Theoretical analysis and experimental results show that the YBB-MZI sensor has a superior optical bias and a simple sinusoidal transfer function. For the YBB-MZI, 3-dB optical bias can be achieved when the two waveguide arms are exactly symmetrical, regardless of the refractive index of the waveguide. However, for a conventional MZI a difference in optical length of the two arms is needed to realize a bias (equal to π/2). The bias depends on both the length difference and the waveguide’s effective refractive index, which is affected by fabrication parameters such as titanium thickness, diffusion time, temperature, and ambient. Therefore, the YBB-MZI structure allows much better control of the optical bias than does a conventional MZI.
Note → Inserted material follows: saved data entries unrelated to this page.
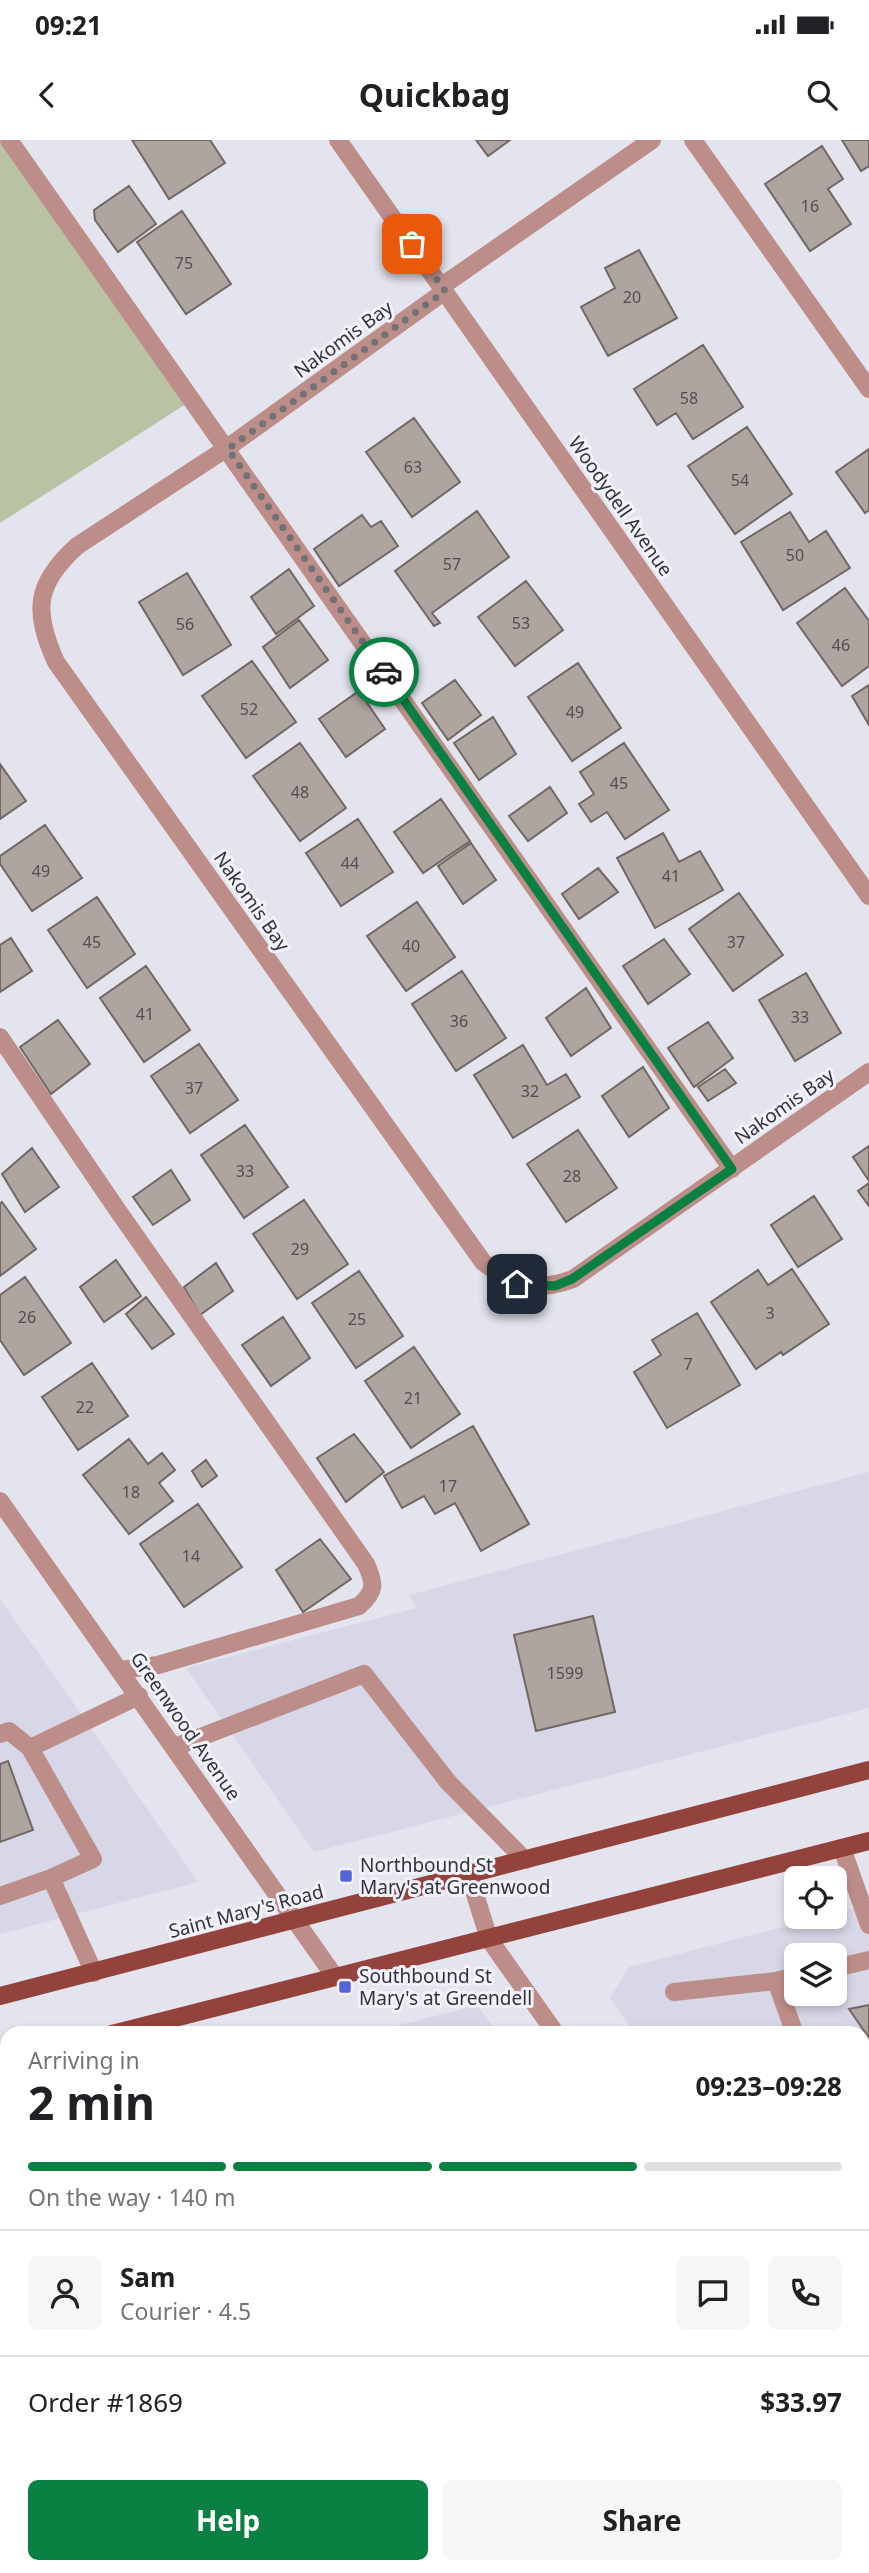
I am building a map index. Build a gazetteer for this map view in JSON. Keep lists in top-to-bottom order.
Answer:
{
  "streets": {
    "main road": ["Saint Mary's Road"],
    "street": ["Nakomis Bay", "Woodydell Avenue", "Greenwood Avenue"]
  },
  "crossings": [
    ["Nakomis Bay", "Woodydell Avenue"],
    ["Greenwood Avenue", "Saint Mary's Road"]
  ],
  "places": {
    "transit": ["Northbound St Mary's at Greenwood", "Southbound St Mary's at Greendell"]
  },
  "house_numbers": [
    "16",
    "75",
    "20",
    "58",
    "63",
    "54",
    "50",
    "57",
    "53",
    "56",
    "46",
    "52",
    "49",
    "45",
    "48",
    "44",
    "49",
    "41",
    "45",
    "37",
    "40",
    "41",
    "33",
    "36",
    "37",
    "32",
    "33",
    "28",
    "29",
    "3",
    "26",
    "25",
    "7",
    "21",
    "22",
    "17",
    "18",
    "14",
    "1599"
  ],
  "page": {
    "status": "09:21",
    "header": "Quickbag",
    "heading": ["2 min", "Arriving in", "09:23–09:28"],
    "panel": [
      "Sam",
      "Courier · 4.5",
      "Order #1869",
      "$33.97"
    ],
    "bar": "On the way · 140 m",
    "buttons": ["Help", "Share"]
  }
}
We have fabricated a photonic electric-field sensor that integrates a 1×2 electro-optic Ti:LiNbO3 Y-fed balanced bridge Mach-Zehnder Interferometric modulator, which provides the sensor with the unique characteristic of an intrinsic 3-dB operating point, due to its symmetric geometry. Theoretical analysis shows that the YBB-MZI structure inherits the advantages of conventional MZI and directional coupler structures: a sinusoidal transfer function and better optical bias control. The sensor has a small device size of 49 × 15 × 1 mm and operates at a wavelength of 1.3 μm. A dc switching voltage of ~25 V and an extinction ratio of ~12.5 dB were observed. The minimum detectable electric fields for this device are ~8.21, 7.24, and ~13.3 V/m, corresponding to a dynamic range of about ~10, 12, and ~7 dB at frequencies of 10, 30, and 50 MHz respectively. The sensor exhibits almost linear response for applied electric-field intensities from 0.29 V/m to 29.8 V/m. In the future, we will try to improve the sensitivity, operating stability, response speed, encapsulation, and detectable frequency range. To realize high sensitivity it is necessary to improve the efficiency of the optical modulator itself, and to reduce the noise of the optical detector, as well as that of light source. Sensitivity limited by shot noise can be achieved by suppressing the influence of the relative intensity noise (RIN) of the laser diode at the optical receiver. This becomes possible using a balanced detection scheme consisting of the presented 1×2 YBB-MZI modulator in combination with a balanced detector. Because the sensitivity of electric-field sensors using various Ti:LiNbO3 integrated optical modulators is also strongly affected by the structures of the electrode and antenna, we will try to apply various electrode structures and antennas (such as dipole, loop, and segmented electrode) in various integrated modulators.